Cuando el 25 de diciembre de 1977, Charles Chaplin partía definitivamente a la inmortalidad, ya hacía mucho tiempo que sufría su propia muerte, lenta y aguda que lo condenaba a olvidar. ¡Cuánto dolor! Precisamente él, que sustentó obra y legado en el recuerdo, en el compromiso de preservar acción y pensamiento por los que más sufren en la Tierra.
Algo de enigmático tendría efectivamente el deceso de Chaplin hace 41 años. Mira que morir el 25 de diciembre, en plena Navidad, cuando él mismo en cierta ocasión expresó, le recordaba la extrema pobreza pasada en su niñez.
Esa condición humana aparece sembrada en El Pequeño Vagabundo, Charlot, para quien el valor del amor remontará siempre al dinero. Tanto en la propuesta de cine mudo como en el sonoro, habita aquella utopía de alas en el alma humana, para volar al arcoiris, a la luz de la esperanza, en fin, al porvenir.
El Pequeño Vagabundo de Chaplin refrenda la enorme trascendencia de ser signo del séptimo arte. Pertenece a cualquier tiempo y a cualquier lugar. Es una imagen que certifica creación, como igualmente el impostergable deber de luchar.
El personaje acaso más célebre del cine subvierte a los poderosos con travesuras, en tanto los pobres –compartidores de la suerte de Charlot—terminan dueños de un optimismo que pasa por el tamiz del humor.
La quimera de oro, Luces de la ciudad, Tiempos modernos, son clásicos de siempre, aunque Chaplin se apegara hasta el delirio a la vieja usanza del cine mudo. En El gran dictador, tal vez, el genio quiso ser realmente explícito y dejar un mensaje.

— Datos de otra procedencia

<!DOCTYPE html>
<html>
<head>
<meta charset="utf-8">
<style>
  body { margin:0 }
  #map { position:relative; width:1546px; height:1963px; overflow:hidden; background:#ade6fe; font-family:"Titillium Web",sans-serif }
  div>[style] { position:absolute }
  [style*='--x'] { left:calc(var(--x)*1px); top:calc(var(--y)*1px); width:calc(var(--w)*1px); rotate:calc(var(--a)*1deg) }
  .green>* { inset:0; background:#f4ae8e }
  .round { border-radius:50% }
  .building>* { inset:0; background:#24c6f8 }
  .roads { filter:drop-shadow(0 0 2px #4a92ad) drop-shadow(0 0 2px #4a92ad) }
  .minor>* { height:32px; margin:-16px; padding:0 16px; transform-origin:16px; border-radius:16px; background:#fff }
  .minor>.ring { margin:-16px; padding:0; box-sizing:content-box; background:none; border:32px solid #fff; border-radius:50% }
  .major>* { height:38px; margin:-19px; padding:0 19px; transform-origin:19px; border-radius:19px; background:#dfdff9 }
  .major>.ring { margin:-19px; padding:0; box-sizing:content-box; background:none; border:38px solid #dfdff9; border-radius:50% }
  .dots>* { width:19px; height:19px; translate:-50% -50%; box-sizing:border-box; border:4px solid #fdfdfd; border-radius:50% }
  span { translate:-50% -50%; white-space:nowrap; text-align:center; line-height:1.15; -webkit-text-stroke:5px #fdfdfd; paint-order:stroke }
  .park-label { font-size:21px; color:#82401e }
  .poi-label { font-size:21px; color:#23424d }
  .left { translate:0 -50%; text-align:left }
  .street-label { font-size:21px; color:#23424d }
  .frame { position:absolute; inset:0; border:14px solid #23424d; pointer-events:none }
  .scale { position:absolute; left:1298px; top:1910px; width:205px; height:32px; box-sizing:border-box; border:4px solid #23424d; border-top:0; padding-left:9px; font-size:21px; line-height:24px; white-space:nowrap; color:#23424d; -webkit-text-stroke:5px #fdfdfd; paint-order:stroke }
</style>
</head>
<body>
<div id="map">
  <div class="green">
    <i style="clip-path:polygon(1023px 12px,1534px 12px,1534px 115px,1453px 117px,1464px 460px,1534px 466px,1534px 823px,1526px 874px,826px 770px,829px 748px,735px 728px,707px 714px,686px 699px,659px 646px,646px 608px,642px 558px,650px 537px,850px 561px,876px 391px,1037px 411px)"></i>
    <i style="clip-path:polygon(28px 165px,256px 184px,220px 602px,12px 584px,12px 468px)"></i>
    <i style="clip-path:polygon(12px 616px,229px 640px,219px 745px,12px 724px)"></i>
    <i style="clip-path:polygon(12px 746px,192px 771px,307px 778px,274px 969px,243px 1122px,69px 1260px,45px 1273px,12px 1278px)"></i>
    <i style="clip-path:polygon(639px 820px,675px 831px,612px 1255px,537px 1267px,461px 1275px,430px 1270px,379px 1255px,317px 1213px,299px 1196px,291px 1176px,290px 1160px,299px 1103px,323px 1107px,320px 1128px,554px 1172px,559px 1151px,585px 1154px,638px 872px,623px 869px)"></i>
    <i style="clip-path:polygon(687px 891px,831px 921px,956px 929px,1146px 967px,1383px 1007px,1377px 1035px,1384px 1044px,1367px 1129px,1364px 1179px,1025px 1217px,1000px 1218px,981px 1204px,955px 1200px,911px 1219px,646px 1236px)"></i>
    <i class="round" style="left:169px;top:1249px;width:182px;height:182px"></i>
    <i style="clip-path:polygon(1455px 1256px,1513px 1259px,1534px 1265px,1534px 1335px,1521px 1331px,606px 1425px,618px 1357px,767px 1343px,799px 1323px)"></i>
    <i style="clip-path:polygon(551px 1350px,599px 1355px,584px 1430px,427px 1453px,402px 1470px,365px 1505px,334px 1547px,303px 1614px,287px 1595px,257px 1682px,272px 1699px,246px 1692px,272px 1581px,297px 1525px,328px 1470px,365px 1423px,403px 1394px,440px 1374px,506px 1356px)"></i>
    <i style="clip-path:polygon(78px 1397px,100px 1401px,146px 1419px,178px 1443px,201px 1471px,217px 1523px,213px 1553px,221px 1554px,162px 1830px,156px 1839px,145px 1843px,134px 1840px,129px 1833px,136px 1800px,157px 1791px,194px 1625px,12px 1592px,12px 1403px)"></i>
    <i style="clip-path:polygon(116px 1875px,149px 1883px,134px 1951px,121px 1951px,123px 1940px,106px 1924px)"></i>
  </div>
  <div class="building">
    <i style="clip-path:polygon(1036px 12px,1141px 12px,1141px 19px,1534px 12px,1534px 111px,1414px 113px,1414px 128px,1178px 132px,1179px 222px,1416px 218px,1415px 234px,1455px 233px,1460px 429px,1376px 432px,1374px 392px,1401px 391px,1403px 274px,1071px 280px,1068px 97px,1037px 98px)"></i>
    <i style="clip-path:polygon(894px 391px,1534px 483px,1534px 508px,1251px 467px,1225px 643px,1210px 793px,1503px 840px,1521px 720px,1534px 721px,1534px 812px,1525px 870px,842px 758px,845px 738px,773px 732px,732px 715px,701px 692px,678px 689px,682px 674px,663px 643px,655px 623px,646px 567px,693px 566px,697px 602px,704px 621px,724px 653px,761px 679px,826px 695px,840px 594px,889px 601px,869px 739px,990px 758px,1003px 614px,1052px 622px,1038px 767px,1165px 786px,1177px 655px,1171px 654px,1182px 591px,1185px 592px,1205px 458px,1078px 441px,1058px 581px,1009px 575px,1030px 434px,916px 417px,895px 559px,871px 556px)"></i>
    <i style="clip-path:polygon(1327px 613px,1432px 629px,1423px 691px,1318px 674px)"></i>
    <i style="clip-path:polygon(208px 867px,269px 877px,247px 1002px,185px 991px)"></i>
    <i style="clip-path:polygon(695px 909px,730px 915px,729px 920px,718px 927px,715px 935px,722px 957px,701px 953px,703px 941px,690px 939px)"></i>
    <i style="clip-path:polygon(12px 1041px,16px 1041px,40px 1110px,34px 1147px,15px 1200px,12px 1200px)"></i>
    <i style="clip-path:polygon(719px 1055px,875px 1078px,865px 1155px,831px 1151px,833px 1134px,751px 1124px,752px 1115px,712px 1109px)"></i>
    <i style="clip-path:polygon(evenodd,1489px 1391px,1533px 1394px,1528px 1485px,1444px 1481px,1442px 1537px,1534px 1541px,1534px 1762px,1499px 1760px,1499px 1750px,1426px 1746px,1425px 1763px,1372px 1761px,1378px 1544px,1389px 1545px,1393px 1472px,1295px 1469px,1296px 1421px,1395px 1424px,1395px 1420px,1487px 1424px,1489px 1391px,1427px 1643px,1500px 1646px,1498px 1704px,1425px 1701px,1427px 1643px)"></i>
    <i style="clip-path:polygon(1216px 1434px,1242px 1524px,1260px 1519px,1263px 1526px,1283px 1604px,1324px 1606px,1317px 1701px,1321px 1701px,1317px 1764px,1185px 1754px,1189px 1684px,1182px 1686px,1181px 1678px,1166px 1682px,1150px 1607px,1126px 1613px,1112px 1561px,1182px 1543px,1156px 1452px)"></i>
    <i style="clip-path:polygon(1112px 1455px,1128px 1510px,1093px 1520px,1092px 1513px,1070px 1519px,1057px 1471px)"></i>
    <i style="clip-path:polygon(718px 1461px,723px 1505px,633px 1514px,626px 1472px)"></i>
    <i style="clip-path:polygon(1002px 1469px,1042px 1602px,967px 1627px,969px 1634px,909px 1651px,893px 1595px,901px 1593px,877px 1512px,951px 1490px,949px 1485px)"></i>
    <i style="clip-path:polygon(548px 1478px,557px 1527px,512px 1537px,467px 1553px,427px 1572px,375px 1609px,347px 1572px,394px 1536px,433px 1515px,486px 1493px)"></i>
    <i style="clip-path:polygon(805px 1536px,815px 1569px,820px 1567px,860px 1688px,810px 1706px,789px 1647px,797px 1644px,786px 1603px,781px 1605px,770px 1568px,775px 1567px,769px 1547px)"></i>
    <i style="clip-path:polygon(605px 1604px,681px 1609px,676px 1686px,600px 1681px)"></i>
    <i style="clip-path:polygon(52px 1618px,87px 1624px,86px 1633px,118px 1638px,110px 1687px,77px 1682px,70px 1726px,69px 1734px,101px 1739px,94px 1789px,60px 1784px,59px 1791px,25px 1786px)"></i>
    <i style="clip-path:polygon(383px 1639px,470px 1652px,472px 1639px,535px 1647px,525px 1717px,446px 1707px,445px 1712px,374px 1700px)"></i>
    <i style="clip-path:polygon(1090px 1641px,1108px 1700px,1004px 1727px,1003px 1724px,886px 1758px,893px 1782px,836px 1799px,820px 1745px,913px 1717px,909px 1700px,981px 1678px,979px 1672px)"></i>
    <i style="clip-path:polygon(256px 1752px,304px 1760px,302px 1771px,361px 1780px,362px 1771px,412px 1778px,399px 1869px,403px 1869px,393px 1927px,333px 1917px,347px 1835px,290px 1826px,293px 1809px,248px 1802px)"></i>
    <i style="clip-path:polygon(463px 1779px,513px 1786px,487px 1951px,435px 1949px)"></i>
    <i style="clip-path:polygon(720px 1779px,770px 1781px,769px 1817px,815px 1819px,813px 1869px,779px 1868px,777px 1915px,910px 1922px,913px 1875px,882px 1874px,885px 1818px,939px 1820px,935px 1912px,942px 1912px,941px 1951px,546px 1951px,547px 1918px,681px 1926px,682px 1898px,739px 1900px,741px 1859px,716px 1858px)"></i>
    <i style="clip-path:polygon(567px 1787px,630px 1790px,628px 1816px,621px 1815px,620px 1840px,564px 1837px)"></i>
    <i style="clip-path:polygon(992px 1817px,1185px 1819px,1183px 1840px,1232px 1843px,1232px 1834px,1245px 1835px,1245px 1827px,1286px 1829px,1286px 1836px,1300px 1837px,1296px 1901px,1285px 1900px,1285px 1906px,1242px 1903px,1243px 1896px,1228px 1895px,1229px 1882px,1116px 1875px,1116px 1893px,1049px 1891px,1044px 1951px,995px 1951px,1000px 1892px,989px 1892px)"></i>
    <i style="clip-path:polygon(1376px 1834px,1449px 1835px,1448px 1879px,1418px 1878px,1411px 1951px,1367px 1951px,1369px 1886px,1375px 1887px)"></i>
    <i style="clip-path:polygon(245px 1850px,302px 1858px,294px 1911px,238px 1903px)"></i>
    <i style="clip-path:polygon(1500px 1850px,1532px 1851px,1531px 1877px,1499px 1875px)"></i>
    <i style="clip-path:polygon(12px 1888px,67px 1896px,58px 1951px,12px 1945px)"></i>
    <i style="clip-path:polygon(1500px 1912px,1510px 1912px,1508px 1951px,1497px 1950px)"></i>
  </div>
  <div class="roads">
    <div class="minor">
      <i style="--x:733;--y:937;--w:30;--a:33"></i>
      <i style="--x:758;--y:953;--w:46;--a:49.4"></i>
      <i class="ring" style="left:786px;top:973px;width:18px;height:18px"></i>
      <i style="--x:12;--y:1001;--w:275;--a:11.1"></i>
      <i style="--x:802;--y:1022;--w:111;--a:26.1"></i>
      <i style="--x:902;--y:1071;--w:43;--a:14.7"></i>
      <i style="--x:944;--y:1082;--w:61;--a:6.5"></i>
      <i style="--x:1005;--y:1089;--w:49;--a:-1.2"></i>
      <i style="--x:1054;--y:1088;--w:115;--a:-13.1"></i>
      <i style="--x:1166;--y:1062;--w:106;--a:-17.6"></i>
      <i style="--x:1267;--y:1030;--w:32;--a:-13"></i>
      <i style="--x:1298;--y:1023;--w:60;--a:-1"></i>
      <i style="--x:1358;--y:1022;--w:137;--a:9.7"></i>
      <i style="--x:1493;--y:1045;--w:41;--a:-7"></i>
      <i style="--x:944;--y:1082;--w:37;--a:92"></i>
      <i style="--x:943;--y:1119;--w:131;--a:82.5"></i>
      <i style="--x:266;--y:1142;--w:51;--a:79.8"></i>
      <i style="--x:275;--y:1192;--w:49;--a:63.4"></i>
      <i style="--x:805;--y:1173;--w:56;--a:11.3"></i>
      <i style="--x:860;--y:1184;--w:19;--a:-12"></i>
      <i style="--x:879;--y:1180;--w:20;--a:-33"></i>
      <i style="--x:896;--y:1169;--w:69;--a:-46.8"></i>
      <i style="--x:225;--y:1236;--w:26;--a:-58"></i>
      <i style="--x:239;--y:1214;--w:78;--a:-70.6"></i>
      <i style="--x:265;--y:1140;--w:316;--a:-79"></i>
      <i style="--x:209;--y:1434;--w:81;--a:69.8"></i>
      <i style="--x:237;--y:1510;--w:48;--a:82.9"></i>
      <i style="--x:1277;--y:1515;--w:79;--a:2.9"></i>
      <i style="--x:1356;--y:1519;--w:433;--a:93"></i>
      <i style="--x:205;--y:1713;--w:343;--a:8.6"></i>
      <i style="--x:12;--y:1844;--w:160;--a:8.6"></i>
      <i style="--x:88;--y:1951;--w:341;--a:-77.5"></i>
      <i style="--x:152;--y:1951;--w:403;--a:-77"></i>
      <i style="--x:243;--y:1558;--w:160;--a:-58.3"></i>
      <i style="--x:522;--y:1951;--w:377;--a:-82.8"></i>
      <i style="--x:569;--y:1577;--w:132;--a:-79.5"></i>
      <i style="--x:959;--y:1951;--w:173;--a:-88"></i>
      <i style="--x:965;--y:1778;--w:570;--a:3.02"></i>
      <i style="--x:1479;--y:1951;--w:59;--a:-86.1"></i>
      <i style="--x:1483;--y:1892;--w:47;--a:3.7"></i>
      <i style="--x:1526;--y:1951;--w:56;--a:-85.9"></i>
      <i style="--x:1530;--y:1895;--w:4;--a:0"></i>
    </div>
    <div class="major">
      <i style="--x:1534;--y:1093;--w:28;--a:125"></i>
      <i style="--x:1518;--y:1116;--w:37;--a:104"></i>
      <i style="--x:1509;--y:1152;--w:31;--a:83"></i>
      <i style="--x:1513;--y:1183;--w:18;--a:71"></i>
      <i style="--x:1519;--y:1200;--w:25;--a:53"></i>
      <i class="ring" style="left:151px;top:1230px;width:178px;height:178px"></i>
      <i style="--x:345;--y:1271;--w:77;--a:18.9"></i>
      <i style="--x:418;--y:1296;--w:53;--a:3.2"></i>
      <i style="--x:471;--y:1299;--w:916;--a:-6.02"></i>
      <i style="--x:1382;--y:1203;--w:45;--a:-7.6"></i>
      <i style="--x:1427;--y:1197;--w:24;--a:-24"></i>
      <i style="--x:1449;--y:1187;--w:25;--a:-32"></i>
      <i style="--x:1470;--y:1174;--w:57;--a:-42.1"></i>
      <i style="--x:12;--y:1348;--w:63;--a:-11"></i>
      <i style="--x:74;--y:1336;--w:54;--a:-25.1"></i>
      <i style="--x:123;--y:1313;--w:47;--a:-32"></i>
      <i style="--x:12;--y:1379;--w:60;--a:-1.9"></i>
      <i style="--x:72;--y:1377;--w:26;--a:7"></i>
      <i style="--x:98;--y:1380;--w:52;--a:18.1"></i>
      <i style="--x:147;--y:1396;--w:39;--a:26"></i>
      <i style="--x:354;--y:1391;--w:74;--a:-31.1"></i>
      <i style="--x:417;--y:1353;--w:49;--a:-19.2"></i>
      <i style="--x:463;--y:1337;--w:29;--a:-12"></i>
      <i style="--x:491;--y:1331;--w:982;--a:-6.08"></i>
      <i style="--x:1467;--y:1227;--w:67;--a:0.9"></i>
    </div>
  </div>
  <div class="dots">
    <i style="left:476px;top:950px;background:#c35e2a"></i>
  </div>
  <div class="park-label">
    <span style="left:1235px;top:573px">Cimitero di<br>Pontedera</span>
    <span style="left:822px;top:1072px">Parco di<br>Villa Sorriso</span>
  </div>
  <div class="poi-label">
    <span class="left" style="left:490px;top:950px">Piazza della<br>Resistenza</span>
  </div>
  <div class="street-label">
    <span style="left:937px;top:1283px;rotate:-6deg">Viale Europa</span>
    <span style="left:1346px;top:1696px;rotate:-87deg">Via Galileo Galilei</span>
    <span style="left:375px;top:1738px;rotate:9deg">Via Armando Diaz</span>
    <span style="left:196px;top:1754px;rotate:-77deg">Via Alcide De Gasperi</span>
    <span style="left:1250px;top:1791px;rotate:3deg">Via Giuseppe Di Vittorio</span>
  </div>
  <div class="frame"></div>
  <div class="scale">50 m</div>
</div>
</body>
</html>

El aniversario 41 de la muerte de Charles Chaplin recuerda, en todo caso, un sueño por cumplir: el del género humano que remonta odios y ambiciones, en un mundo de bondad con un lugar de trabajo y de protagonismo para el Sol. Es mejor recordarlo con la expresión de agrado en los labios, de él aprendimos que un día sin reír es un día perdido.